Lagererzwesepen können auch gegen Getreidemotten (Sitotroga cerealella) eingesetzt werden.
Anwendung
Leerraum: 1 Einheit/100 m² bei Temp. ab 15 °C. Wiederholung nach 14 Tagen
Getreidelager: 1 Einheit/25 m² und Meter Tiefe bei Temp. ab 15 °C. Erste Behandlung 2-4 Wochen nach Getreideeinlagerung. Wiederholung nach 14 Tagen. Im Frühjahr darauf erneute Behandlung ab Temp. > 15 °C.
Die Mehlmottenschlupfwespe (Habrobracon hebetor) tötet freilebende Mottenlarven ab, indem sie ihre Eier auf diesen ablegt und die daraus schlüfenden Wespenlarven die Schädlingslarven parasitieren. Befallen werden Mehlmotte (Ephestia kuehniella), Speichermotte (Ephestia elutella) und Dörrobstmotte (Plodia interpunctella).
Anwendung
Leerraum: 1 Einheit/100 m² bei Temp. ab 15 °C. Ausbringung alle 14 Tage
Getreidelager: 1 Einheit/25 m² bei Temp. ab 15 °C. Ausbringung alle 14 Tage.

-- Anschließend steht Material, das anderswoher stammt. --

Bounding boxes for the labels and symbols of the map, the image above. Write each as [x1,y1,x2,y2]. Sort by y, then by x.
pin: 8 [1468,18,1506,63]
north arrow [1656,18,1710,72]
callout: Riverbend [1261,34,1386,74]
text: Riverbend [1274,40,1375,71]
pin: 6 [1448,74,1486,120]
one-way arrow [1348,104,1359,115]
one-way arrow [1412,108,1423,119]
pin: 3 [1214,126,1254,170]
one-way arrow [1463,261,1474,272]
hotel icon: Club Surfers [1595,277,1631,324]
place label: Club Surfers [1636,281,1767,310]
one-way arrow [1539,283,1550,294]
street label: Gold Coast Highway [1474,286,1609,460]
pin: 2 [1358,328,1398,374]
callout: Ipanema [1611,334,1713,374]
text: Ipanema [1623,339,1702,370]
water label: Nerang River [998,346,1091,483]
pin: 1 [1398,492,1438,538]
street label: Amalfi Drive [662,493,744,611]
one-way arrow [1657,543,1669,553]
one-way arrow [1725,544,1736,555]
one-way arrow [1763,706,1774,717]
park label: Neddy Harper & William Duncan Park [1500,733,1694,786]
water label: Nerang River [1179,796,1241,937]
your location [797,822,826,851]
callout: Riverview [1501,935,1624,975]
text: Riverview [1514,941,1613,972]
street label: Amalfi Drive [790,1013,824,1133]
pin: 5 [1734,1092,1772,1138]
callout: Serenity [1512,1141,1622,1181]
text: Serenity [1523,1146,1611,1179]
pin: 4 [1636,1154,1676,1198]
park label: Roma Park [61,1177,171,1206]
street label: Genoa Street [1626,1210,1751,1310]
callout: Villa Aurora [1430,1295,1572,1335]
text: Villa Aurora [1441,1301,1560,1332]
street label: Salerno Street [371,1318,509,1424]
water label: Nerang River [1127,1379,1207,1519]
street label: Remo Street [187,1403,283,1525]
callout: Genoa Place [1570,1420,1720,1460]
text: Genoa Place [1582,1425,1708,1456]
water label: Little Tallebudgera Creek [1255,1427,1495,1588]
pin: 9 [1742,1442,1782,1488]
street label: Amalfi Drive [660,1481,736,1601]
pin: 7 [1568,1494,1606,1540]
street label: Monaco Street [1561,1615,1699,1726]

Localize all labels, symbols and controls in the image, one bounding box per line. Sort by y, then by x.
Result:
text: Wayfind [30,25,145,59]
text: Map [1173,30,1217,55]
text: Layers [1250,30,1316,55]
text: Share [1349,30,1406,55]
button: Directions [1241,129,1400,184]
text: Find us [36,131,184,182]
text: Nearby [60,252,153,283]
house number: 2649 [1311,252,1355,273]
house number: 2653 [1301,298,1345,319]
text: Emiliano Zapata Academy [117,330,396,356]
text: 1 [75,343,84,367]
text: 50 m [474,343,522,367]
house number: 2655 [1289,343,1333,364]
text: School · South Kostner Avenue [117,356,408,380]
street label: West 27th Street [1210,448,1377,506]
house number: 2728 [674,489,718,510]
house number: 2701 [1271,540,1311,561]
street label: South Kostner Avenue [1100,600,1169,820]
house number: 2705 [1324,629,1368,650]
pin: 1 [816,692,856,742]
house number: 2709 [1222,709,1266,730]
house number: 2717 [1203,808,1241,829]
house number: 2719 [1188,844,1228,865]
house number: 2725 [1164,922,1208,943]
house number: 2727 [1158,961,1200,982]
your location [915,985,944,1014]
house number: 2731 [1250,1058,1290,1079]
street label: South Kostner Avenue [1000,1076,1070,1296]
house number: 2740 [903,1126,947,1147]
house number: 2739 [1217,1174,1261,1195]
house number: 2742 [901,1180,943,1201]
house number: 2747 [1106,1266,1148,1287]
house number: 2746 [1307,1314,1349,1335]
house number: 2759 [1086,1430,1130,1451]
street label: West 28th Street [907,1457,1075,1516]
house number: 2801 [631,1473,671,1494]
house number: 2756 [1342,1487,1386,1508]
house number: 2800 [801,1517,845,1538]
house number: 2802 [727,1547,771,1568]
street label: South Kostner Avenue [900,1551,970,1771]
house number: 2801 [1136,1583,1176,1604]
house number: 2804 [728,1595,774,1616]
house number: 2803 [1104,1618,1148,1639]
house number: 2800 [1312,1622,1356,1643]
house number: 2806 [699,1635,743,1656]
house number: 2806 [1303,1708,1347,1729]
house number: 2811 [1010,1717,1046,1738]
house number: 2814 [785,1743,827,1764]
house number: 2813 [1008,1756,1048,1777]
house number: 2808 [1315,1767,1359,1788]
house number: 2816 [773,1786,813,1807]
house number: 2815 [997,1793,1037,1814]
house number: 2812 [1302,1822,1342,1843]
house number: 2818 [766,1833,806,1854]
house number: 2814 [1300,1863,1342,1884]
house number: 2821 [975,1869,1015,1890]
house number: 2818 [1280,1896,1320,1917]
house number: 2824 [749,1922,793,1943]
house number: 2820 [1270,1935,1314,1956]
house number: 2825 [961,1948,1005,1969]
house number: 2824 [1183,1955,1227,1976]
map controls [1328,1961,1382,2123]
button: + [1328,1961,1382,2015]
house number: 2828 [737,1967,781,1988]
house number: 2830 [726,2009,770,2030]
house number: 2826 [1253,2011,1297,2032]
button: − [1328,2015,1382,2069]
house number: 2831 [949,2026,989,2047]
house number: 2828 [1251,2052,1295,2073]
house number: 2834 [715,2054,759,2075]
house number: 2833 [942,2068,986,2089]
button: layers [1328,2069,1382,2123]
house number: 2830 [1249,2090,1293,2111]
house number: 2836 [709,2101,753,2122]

Die Schlupfwespe (Trichogramma evanescens) legt gezielt ihre Eier in die Eier von Lebensmittelmotten, welche außen am Getreidekorn anhaften. Die Larve der Schlupfwespe entwickelt sich dann im Ei des Schädlings. Eine Kombination mit der Mehlmottenschlupfwespe (Habrobracon hebetor) ist möglich.
Anwendung
Leerraum: 1-5 Karten/100 m² bei Temp. ab 15 °C. Anwendung alle 14 Tage wiederholen.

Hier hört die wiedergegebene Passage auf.